We really loved our campsite with views of the sunset, fish and birds. We were able to launch our paddle boards from our campsite. Swimming was not allowed (except at the beach) ,but that didn’t stop anyone at the campground. We explored the entire park by bike and on foot. We spent most afternoons away from the campground, seeing as much as possible in the area, including Key West. Mainly we were wanting to cool off, as afternoons were very hot and humid. We also learned that happy hours were quite affordable, so we took advantage of being able to go out without throwing off our financial plan.
On our way to Flagler Beach, we spent one night at Kathryn Hanna Abbey Park, in Jacksonville beach. It’s a city park. The park has 1.5 miles of beach and 20 miles of hiking and biking trails. The beach was beautiful and uncrowded for a Saturday during spring break season. The campsites were pretty small and challenging to enter or exit with a larger RV. The main reason we don’t plan to return is that the route to get into the park took us through a high-traffic area of downtown Jacksonville, which also seemd to be a bit unsafe. That particular detour was not worth being at that park, for us.
We were happy to return to Gamble Rogers State Park in Flagler beach again, the next day. This was our third year camping at the small, casual surf town. There are no high-rises and no big hotels, so the town has not lost it’s charm like other towns, such as Daytona Beach or Destin. It’s a top destination for bikers, but our observation is that they are mostly mellow retirees enjoying freedom after a lifetime of work. We know of a great seafood market in the area, where we get local shrimp, tuna, wahoo and mahi. We also really appreciate food and drink prices at the local restaurants (ex: $3 for a beer at happy hour, compared with $12 in Destin)
There are many hiking trails in the area, but I was still recovering from a couple of injuries, so kept my walking to a minimum. We had mostly great weather, so Dave surfed often and we spent time on the beach. By chance, one of my closest friends, Felecia, has been vacationing in the area for many years with her family, and they happened to be renting a house nearby, with friends. We spent an afternoon visting them and had a great dinner. I also had breakfast with Felecia one day and lunch and shopping with the girls, another day. It was really fun.

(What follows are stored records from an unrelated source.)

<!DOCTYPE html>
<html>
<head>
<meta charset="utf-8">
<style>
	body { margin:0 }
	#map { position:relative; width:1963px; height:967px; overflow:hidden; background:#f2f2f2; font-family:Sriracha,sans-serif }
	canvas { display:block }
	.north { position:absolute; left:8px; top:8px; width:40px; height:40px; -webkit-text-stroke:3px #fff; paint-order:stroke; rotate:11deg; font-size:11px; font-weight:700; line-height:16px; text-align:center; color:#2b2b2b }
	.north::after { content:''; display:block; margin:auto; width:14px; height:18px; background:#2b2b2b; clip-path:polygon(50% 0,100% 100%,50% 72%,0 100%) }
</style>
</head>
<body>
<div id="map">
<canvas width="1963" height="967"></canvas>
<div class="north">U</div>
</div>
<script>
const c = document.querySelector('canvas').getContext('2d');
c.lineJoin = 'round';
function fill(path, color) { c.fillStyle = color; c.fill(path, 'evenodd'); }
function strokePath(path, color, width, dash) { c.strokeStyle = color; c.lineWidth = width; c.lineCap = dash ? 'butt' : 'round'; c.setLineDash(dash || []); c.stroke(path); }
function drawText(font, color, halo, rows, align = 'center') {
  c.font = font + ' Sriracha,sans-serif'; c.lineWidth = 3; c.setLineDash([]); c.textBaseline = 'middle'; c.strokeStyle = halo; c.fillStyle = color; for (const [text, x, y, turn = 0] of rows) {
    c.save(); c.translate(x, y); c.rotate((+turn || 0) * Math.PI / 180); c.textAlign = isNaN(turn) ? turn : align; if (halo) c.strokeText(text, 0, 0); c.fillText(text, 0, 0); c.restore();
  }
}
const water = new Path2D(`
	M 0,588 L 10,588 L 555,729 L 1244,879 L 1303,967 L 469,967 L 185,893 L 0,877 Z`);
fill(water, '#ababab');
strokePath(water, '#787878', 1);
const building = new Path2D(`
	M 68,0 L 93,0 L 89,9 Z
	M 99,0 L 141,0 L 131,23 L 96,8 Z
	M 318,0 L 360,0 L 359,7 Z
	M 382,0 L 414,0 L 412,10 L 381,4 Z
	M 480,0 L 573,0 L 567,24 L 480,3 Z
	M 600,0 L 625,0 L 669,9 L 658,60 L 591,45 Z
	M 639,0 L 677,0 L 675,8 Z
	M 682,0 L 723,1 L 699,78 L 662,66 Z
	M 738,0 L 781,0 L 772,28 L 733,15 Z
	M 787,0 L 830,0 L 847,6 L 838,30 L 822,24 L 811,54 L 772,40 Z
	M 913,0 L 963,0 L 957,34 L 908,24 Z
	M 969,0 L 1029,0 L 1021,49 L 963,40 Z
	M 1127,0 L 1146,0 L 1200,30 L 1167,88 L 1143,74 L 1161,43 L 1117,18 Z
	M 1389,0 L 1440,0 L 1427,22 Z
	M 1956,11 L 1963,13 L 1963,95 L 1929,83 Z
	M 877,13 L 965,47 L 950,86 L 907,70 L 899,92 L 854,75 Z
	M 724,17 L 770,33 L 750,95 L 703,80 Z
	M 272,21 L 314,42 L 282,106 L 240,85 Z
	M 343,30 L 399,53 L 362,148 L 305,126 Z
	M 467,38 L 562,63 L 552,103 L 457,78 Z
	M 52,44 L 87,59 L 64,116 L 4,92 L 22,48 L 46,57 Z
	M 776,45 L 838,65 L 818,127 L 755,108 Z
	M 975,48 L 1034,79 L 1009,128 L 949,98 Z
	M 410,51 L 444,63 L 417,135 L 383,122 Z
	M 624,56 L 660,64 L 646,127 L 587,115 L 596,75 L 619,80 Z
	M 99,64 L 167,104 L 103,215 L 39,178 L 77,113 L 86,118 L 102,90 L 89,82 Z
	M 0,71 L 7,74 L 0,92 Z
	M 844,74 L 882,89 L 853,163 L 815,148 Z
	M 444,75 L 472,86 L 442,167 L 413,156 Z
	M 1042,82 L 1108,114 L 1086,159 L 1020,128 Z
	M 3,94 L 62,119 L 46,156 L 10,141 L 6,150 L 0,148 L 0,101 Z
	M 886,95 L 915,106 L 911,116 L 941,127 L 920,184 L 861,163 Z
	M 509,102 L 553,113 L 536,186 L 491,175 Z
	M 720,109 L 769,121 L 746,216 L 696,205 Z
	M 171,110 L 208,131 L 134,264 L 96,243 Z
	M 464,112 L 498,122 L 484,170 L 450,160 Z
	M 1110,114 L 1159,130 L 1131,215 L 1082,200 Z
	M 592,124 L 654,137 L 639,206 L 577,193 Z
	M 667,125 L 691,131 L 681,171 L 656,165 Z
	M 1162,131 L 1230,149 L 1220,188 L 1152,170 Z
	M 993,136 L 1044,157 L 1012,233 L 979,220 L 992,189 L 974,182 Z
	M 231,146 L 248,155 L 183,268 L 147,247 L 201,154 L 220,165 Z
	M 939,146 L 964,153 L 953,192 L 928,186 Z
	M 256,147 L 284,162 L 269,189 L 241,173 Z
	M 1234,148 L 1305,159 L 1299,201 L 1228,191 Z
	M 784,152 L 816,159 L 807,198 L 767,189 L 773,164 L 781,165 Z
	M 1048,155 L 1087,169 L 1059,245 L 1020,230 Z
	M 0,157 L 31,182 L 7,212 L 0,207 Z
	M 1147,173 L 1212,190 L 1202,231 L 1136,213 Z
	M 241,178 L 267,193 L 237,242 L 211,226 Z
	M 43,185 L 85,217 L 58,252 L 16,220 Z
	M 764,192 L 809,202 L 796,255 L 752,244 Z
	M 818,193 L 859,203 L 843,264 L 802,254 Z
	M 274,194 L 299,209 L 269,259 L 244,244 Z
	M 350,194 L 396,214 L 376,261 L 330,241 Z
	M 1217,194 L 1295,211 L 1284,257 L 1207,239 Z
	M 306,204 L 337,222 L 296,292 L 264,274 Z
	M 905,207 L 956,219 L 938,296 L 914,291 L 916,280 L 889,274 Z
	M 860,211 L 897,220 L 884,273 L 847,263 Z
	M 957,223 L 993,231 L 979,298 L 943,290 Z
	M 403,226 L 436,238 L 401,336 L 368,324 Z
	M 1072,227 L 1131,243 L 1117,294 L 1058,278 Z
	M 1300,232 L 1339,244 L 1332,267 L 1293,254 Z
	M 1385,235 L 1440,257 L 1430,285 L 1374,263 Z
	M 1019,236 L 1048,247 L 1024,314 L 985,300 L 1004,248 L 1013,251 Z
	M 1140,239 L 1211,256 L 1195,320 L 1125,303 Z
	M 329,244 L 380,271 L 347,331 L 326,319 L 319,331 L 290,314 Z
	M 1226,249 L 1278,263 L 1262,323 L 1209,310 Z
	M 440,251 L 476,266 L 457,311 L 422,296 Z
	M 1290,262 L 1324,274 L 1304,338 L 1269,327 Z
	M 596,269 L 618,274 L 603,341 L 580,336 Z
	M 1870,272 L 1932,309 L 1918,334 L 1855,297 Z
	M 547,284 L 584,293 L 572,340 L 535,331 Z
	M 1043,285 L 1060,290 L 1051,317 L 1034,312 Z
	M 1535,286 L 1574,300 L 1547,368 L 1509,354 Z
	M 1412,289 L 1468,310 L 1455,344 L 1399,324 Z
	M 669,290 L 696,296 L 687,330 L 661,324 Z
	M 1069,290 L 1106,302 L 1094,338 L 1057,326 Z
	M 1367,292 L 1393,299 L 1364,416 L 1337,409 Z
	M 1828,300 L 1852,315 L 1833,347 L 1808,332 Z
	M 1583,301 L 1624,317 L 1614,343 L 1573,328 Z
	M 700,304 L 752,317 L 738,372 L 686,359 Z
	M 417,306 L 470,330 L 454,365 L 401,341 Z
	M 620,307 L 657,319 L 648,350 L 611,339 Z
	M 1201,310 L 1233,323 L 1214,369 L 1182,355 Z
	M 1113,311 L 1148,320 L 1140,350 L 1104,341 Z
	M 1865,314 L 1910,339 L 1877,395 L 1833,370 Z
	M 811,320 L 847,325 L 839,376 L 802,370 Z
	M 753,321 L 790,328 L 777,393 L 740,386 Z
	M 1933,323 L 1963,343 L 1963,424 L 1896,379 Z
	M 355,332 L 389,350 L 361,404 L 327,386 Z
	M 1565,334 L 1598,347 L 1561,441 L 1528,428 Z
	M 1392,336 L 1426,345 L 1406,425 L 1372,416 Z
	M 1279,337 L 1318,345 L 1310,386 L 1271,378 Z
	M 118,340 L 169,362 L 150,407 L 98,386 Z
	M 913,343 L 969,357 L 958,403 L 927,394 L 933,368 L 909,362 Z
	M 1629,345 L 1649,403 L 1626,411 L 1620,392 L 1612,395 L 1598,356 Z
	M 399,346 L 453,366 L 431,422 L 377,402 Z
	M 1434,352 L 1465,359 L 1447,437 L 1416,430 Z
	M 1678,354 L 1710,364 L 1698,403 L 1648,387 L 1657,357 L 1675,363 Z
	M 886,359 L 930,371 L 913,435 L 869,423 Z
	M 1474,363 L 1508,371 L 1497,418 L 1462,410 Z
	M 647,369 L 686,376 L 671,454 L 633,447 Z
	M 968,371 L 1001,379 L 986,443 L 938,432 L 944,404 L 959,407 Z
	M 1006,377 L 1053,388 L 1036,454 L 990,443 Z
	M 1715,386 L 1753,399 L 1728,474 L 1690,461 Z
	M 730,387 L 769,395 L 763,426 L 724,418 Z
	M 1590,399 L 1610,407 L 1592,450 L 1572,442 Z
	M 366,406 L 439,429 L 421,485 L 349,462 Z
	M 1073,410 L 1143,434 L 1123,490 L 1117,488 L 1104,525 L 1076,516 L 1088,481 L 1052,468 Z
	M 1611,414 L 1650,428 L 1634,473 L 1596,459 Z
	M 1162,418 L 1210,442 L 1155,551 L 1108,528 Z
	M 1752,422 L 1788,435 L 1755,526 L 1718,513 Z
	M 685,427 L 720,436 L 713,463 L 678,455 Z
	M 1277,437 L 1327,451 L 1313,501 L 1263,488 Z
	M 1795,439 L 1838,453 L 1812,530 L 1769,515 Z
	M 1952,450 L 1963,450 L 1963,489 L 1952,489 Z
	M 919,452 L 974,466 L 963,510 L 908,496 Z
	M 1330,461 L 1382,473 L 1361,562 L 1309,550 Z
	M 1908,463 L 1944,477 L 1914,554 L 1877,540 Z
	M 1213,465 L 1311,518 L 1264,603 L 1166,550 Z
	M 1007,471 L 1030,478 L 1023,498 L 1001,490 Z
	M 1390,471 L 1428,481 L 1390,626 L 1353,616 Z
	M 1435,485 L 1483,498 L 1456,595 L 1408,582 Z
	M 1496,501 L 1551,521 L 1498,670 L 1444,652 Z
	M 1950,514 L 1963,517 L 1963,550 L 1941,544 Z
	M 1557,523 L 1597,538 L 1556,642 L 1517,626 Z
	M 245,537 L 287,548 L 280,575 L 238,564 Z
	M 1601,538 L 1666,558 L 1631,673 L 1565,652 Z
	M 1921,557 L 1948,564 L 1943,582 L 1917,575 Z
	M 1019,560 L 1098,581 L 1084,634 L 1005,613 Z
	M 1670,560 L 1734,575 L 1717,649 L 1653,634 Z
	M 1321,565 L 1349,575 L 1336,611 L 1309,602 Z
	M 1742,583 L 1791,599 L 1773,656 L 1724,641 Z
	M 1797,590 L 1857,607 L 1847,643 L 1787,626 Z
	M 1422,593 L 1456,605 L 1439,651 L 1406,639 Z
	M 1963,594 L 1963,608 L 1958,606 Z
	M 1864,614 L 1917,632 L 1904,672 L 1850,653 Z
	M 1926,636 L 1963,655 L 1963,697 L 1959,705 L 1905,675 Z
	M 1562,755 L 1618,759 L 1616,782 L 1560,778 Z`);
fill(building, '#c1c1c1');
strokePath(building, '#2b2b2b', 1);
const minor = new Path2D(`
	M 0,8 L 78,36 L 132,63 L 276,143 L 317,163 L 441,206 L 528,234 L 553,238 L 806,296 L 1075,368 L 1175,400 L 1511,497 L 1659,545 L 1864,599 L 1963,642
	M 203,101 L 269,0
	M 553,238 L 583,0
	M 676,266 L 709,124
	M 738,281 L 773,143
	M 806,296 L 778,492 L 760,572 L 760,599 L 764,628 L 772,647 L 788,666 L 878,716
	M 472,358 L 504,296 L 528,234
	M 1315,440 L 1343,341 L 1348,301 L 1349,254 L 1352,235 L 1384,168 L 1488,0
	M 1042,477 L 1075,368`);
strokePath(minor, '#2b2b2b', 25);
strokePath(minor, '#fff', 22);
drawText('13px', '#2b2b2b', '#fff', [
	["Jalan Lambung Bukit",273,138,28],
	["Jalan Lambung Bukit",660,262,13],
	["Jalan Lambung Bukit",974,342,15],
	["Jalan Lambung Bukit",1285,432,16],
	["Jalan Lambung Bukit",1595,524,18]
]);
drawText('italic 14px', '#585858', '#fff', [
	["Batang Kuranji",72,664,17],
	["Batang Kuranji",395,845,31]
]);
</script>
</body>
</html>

The highlight of this campground is that the campsites are just steps from the beach. We can hear the ocean 24/7 and watch beautiful sunrises every day. We don’t mind the lack of pavement or grass, to be so close to the ocean. There is another campground across the road, on the river, which has very large crushed gravel sites, surrounded by grass, We have noticed that each campground has it’s own vibe. At Gamble Rogers, people are mostly quiet but really friendly. We have often seen people here that we previously met here or at other campgrounds. We will return next month, as we head north toward home.